=== Begin Enclosure ===

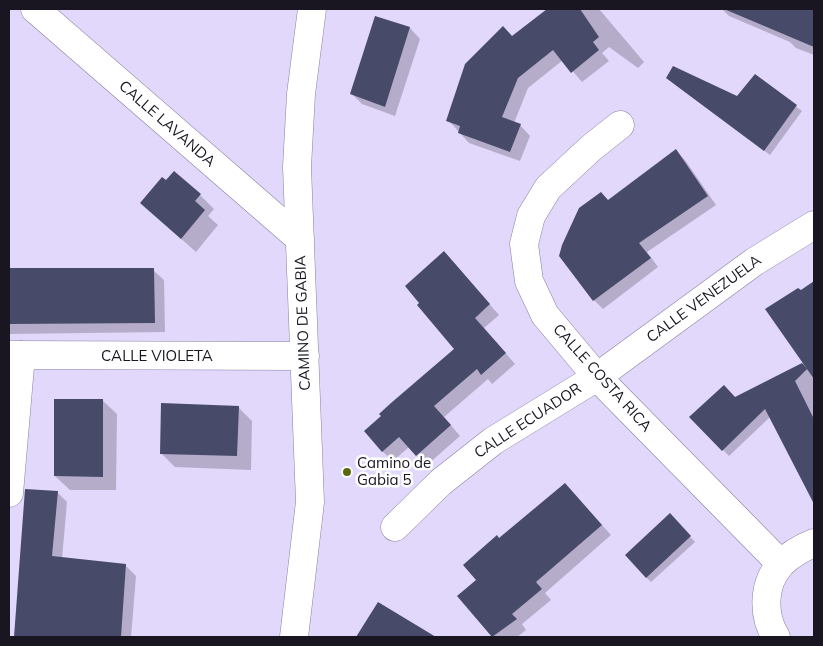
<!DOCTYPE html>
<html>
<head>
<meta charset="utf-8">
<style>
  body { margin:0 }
  #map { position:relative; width:823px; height:646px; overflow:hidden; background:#e1d8fc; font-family:Mulish,sans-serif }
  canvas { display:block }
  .frame { position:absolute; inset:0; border:10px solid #191622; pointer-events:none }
</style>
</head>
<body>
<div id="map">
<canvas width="823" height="646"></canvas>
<div class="frame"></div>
</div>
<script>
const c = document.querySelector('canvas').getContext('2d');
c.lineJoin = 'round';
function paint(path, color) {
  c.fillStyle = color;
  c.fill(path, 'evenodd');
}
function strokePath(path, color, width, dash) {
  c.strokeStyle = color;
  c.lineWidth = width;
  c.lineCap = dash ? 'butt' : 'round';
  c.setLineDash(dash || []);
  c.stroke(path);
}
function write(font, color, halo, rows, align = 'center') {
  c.font = font + ' Mulish,sans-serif';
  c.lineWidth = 5;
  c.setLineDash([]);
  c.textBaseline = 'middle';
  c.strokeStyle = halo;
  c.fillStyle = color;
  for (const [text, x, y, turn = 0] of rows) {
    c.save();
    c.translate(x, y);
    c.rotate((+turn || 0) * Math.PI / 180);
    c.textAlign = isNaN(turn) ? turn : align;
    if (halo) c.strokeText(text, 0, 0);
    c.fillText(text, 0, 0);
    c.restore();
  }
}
paint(new Path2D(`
  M 549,9 L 599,9 L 644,62 L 638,68 L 609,47 L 602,53 L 609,61 L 582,82 L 563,60 L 528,88 L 514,123 L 520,125 L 530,136 L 520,161 L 469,143 L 448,120 L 512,37 Z
  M 722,9 L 814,9 L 814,55 L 796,48 L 790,42 L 729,16 Z
  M 375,17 L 410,28 L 420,39 L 395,116 L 362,104 L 352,94 Z
  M 755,76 L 802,111 L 770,155 L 673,83 L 738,98 Z
  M 676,151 L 685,160 L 716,205 L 647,252 L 658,267 L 603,309 L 594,300 L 561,255 Z
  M 200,195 L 214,209 L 208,216 L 218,225 L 196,252 L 141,203 Z
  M 454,263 L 499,315 L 484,328 L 515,364 L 492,384 L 488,379 L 444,417 L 460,436 L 427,465 L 409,447 L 393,461 L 382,451 L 456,349 Z
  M 9,269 L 153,270 L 164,280 L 165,332 L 9,334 Z
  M 814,283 L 814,491 L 770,417 L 729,456 L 691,417 L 735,399 L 805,363 L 801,292 Z
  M 102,400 L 117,414 L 116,490 L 70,490 L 55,476 Z
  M 238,407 L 252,421 L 251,470 L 175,467 L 161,453 Z
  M 565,484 L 611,535 L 545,593 L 551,600 L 522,624 L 526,630 L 517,637 L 494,637 L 459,596 L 477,580 Z
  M 26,490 L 57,492 L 67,502 L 62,559 L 126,566 L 136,576 L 131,637 L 15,637 Z
  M 670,515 L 695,542 L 651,582 L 646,577 Z
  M 378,604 L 434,637 L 362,637 L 359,635 Z`), '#0003');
paint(new Path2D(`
  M 547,9 L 580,9 L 599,37 L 593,42 L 599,50 L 571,73 L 553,50 L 518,78 L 502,117 L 521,124 L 510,152 L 458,133 L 460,126 L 446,121 L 465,64 L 503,26 L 512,36 Z
  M 724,9 L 814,9 L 814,47 Z
  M 375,16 L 410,27 L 385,107 L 350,94 Z
  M 673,66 L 737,96 L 755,74 L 797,105 L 764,151 L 666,78 Z
  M 676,149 L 708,196 L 639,243 L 651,258 L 593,301 L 559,256 L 562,245 L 579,208 L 601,192 L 608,200 Z
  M 174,171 L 201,194 L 195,201 L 205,210 L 181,239 L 140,203 L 162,177 L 166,180 Z
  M 444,251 L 490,304 L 475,318 L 506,353 L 481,375 L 477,369 L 434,406 L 451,425 L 416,456 L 399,437 L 382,452 L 364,431 L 381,416 L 379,414 L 391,403 L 454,349 L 417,305 L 419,303 L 405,286 Z
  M 9,268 L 154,268 L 155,323 L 9,324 Z
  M 814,281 L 814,379 L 765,309 L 798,288 L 801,290 Z
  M 802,363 L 807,369 L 795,381 L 814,419 L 814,504 L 765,409 L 722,451 L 689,417 L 724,385 L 735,397 Z
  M 54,399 L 103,399 L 103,477 L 54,476 Z
  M 161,403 L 239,406 L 237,456 L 160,454 Z
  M 565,483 L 602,525 L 536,582 L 542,589 L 512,614 L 517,619 L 492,637 L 457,596 L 476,580 L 463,565 L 497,535 L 499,538 Z
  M 25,489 L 58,491 L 52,556 L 126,564 L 121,637 L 14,637 Z
  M 670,513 L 691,536 L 646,578 L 625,555 Z
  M 378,602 L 436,637 L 356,637 Z`), '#474b69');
const minor = new Path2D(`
  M 35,9 L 300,239
  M 620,125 L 591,148 L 548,188 L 531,216 L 524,244 L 529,281 L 545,315 L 597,377 L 781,564
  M 9,355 L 305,356
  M 9,493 L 21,355
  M 395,527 L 441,482 L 493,441 L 597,377 L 754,262 L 814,225
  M 294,637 L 310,502 L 297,167 L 301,94 L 312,9
  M 776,637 C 762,615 763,583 781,564 C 790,554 802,548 814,543`);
strokePath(minor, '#887fa0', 29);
strokePath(minor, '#fff', 28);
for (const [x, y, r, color] of [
  [347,472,5,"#5a670c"]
]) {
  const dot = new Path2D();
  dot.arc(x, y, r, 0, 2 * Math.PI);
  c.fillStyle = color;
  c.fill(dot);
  strokePath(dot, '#fff', 2);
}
write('15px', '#191622', '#fff', [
  ["CALLE LAVANDA",167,124,41],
  ["CALLE VENEZUELA",704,299,-36],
  ["CAMINO DE GABIA",303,323,-92],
  ["CALLE VIOLETA",157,356],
  ["CALLE COSTA RICA",602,378,48],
  ["CALLE ECUADOR",528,421,-33]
]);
write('15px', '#191622', '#fff', [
  ["Camino de",357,463],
  ["Gabia 5",357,480]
], 'left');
</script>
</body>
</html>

=== End Enclosure ===

● About this task: Verbatim reproduction is required for the line holding "M 620,125 L" and for every line after it in the records, with no other line included.

● Solution:
  M 620,125 L 591,148 L 548,188 L 531,216 L 524,244 L 529,281 L 545,315 L 597,377 L 781,564
  M 9,355 L 305,356
  M 9,493 L 21,355
  M 395,527 L 441,482 L 493,441 L 597,377 L 754,262 L 814,225
  M 294,637 L 310,502 L 297,167 L 301,94 L 312,9
  M 776,637 C 762,615 763,583 781,564 C 790,554 802,548 814,543`);
strokePath(minor, '#887fa0', 29);
strokePath(minor, '#fff', 28);
for (const [x, y, r, color] of [
  [347,472,5,"#5a670c"]
]) {
  const dot = new Path2D();
  dot.arc(x, y, r, 0, 2 * Math.PI);
  c.fillStyle = color;
  c.fill(dot);
  strokePath(dot, '#fff', 2);
}
write('15px', '#191622', '#fff', [
  ["CALLE LAVANDA",167,124,41],
  ["CALLE VENEZUELA",704,299,-36],
  ["CAMINO DE GABIA",303,323,-92],
  ["CALLE VIOLETA",157,356],
  ["CALLE COSTA RICA",602,378,48],
  ["CALLE ECUADOR",528,421,-33]
]);
write('15px', '#191622', '#fff', [
  ["Camino de",357,463],
  ["Gabia 5",357,480]
], 'left');
</script>
</body>
</html>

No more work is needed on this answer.